What is required: Among the records that follow, find each line holding the word "linejoin" and copy it.

(Stored data)
========================================

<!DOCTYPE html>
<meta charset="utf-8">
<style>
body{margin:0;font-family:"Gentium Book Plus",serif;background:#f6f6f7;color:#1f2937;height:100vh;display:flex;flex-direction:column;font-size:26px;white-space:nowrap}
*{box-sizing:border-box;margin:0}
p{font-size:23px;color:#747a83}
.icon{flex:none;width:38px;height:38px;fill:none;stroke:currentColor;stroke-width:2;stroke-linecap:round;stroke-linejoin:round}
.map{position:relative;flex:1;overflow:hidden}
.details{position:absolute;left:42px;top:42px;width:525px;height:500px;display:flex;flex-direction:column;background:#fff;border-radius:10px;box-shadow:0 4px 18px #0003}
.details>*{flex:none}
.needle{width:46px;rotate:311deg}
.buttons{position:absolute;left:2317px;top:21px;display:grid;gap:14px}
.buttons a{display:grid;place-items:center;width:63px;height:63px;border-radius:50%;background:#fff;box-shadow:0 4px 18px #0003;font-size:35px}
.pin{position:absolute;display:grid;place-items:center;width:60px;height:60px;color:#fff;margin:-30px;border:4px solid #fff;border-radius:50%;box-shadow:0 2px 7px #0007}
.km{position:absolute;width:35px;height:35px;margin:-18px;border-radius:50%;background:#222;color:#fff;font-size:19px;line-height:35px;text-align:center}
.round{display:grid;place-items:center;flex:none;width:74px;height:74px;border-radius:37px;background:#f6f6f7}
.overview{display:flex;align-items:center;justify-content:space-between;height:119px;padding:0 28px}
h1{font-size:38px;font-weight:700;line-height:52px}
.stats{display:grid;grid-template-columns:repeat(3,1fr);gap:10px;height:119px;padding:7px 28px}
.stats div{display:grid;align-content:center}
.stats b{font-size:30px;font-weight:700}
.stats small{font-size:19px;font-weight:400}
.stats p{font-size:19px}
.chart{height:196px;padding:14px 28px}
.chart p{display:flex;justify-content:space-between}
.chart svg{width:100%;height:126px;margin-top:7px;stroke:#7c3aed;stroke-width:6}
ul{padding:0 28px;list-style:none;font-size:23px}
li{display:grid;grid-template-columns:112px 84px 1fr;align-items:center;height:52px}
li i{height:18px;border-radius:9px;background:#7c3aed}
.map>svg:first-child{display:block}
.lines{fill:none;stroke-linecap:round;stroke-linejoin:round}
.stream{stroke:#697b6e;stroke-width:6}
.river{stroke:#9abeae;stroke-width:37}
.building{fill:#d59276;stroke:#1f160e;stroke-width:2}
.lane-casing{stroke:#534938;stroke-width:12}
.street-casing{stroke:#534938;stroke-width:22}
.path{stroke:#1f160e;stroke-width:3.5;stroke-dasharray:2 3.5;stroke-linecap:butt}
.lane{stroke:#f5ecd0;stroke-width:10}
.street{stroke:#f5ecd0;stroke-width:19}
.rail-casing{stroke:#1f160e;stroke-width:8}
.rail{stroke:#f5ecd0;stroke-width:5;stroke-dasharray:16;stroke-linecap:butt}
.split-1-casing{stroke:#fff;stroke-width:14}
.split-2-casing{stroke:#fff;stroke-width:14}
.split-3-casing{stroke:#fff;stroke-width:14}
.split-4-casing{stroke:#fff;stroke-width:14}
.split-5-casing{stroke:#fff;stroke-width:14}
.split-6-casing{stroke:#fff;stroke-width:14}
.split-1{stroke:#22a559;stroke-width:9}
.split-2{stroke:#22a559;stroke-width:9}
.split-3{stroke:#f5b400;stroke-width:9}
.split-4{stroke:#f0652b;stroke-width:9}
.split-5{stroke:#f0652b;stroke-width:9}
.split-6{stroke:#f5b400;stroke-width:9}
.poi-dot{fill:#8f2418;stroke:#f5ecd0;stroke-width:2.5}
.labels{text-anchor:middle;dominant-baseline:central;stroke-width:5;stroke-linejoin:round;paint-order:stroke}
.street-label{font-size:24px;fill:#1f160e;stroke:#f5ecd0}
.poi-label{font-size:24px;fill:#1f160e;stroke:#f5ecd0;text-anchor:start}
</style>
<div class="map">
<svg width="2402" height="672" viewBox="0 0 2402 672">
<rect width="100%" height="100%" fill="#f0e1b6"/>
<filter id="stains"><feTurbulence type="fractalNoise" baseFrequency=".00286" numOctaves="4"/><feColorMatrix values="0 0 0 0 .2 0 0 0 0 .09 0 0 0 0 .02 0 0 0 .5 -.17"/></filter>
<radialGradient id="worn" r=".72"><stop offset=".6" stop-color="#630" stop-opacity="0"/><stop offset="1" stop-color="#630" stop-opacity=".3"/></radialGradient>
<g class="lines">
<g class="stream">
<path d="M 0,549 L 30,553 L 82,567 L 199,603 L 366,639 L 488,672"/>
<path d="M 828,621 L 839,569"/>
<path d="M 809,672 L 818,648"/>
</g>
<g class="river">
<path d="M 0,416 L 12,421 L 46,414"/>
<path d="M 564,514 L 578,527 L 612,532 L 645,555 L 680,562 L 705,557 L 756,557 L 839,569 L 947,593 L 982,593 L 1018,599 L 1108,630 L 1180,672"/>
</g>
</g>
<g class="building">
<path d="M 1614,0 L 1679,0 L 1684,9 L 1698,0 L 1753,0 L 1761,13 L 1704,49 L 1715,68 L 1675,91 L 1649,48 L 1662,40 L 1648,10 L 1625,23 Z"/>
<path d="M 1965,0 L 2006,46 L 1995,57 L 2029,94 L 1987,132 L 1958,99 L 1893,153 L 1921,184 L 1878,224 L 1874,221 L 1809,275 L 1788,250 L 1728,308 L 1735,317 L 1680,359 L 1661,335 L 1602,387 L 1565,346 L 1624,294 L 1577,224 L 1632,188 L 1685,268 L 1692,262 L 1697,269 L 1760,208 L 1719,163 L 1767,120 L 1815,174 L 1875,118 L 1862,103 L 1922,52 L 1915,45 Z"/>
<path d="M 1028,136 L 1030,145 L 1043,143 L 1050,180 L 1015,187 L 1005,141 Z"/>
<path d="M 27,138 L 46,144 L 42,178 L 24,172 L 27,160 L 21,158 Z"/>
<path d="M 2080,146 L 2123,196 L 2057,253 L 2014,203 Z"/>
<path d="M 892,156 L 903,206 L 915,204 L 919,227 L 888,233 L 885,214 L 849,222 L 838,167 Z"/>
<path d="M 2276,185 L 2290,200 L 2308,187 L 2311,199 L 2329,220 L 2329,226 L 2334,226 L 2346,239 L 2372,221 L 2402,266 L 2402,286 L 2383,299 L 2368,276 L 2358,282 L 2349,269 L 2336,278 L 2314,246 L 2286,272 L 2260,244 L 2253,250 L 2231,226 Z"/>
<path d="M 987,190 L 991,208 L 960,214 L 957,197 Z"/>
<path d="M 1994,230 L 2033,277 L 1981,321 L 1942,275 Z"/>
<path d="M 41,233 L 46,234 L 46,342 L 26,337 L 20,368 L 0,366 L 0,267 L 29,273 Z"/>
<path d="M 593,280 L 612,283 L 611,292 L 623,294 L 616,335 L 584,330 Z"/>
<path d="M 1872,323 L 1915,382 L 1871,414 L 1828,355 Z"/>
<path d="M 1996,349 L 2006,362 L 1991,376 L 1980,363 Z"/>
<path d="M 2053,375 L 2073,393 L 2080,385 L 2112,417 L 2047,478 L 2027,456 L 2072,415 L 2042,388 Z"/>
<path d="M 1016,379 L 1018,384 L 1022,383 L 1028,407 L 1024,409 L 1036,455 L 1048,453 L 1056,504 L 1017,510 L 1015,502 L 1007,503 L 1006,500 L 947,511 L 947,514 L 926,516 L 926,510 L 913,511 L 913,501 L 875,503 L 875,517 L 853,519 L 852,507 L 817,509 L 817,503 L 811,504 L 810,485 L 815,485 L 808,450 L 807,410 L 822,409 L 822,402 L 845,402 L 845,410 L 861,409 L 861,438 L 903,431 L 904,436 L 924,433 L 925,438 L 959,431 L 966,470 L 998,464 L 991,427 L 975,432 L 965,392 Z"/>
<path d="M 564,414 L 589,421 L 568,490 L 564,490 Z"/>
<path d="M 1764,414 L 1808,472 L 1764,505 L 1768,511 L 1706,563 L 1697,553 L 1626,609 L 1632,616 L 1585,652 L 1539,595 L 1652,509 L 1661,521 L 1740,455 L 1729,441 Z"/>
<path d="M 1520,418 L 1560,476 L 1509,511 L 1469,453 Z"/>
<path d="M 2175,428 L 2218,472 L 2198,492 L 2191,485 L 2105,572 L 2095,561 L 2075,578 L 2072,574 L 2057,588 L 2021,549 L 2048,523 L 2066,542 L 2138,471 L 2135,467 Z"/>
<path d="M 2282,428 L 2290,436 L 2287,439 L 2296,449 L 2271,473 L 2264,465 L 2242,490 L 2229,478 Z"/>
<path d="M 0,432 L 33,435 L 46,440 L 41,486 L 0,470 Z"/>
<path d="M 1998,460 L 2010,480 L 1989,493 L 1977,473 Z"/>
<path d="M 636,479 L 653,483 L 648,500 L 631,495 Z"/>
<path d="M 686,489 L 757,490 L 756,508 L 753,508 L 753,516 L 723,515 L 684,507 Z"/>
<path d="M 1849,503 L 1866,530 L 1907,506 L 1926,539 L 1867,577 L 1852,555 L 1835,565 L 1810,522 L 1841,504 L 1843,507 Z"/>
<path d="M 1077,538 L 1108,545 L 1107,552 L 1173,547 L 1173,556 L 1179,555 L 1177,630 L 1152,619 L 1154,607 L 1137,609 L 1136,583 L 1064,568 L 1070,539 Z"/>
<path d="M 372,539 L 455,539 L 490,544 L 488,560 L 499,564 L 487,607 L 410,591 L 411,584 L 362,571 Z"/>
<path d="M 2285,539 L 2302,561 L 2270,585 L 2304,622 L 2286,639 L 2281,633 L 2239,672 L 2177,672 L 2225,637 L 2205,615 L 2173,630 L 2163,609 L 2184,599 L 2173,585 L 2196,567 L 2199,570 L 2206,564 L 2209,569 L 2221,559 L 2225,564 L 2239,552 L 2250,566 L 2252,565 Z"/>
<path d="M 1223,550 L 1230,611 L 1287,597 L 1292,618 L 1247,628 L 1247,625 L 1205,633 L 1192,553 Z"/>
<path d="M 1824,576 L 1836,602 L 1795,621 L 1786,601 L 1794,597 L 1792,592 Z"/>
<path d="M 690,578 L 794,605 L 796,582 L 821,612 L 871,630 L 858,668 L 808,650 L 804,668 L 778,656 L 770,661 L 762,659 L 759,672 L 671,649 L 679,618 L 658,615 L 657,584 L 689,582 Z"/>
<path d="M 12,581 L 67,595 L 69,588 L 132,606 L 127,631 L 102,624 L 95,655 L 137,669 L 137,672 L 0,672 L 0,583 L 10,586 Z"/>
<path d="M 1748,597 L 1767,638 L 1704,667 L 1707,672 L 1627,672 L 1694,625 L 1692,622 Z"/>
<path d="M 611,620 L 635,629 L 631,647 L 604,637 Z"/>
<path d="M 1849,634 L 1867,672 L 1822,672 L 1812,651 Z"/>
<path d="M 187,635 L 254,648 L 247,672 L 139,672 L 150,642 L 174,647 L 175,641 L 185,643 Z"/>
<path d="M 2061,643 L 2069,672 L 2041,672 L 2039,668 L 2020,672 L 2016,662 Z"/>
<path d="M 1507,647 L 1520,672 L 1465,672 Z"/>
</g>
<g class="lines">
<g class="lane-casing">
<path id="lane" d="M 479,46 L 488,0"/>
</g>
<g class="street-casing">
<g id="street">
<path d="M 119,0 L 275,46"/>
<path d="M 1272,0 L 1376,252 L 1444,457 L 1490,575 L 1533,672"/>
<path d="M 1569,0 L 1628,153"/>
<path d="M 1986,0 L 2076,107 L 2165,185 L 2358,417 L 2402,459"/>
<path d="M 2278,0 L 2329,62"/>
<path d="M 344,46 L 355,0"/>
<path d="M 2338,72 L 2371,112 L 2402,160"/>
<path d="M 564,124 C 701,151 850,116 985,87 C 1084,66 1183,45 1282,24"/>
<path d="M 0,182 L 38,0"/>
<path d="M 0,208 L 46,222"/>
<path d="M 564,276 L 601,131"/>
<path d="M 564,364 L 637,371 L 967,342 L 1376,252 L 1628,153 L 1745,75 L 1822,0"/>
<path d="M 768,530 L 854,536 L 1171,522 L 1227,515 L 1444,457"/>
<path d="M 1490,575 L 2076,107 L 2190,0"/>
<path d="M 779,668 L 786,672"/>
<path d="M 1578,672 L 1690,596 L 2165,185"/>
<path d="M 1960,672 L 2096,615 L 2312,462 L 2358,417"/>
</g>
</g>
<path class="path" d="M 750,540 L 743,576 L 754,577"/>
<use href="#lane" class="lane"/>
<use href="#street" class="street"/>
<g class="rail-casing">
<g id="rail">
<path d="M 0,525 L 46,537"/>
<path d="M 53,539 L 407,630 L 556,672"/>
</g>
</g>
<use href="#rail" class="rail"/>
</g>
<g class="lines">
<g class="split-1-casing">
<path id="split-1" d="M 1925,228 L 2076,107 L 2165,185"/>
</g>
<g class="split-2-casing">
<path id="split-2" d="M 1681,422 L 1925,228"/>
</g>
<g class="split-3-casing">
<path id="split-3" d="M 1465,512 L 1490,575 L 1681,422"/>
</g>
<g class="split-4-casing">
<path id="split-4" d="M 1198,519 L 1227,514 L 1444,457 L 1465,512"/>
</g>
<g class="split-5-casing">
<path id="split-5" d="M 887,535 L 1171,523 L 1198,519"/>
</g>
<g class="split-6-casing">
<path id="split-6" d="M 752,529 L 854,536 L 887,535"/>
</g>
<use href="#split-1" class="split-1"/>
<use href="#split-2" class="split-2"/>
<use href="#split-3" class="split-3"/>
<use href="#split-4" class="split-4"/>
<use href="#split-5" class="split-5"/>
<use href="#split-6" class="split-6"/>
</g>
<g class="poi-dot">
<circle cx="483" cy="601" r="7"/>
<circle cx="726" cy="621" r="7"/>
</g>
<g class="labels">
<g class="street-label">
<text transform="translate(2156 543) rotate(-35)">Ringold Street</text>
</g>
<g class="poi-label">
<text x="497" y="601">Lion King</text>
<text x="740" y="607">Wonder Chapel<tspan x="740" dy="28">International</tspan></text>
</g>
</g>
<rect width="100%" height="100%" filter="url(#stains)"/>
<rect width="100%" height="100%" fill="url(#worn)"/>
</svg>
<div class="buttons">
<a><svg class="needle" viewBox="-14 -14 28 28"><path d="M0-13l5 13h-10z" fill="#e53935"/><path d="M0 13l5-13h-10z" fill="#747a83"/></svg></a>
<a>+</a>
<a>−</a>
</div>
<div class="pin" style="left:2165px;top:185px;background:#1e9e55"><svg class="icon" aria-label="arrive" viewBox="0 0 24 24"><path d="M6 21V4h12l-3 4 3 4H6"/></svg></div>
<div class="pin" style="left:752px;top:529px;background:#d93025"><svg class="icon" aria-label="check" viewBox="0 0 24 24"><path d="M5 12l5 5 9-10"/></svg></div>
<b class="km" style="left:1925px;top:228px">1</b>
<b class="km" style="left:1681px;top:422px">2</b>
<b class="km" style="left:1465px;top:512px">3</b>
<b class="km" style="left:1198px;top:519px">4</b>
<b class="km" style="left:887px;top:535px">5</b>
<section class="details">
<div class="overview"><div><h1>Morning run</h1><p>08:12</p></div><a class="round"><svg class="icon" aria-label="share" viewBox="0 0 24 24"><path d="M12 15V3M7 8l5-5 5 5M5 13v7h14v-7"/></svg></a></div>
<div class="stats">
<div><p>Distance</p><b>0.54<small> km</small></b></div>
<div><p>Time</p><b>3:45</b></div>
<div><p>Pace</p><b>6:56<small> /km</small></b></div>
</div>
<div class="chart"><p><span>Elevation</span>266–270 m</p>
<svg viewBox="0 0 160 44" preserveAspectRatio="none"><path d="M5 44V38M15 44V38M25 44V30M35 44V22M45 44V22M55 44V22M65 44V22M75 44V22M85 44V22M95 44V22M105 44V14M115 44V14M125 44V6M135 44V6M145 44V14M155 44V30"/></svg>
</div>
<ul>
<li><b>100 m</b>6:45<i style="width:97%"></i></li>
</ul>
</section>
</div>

========================================

Written response:
.icon{flex:none;width:38px;height:38px;fill:none;stroke:currentColor;stroke-width:2;stroke-linecap:round;stroke-linejoin:round}
.lines{fill:none;stroke-linecap:round;stroke-linejoin:round}
.labels{text-anchor:middle;dominant-baseline:central;stroke-width:5;stroke-linejoin:round;paint-order:stroke}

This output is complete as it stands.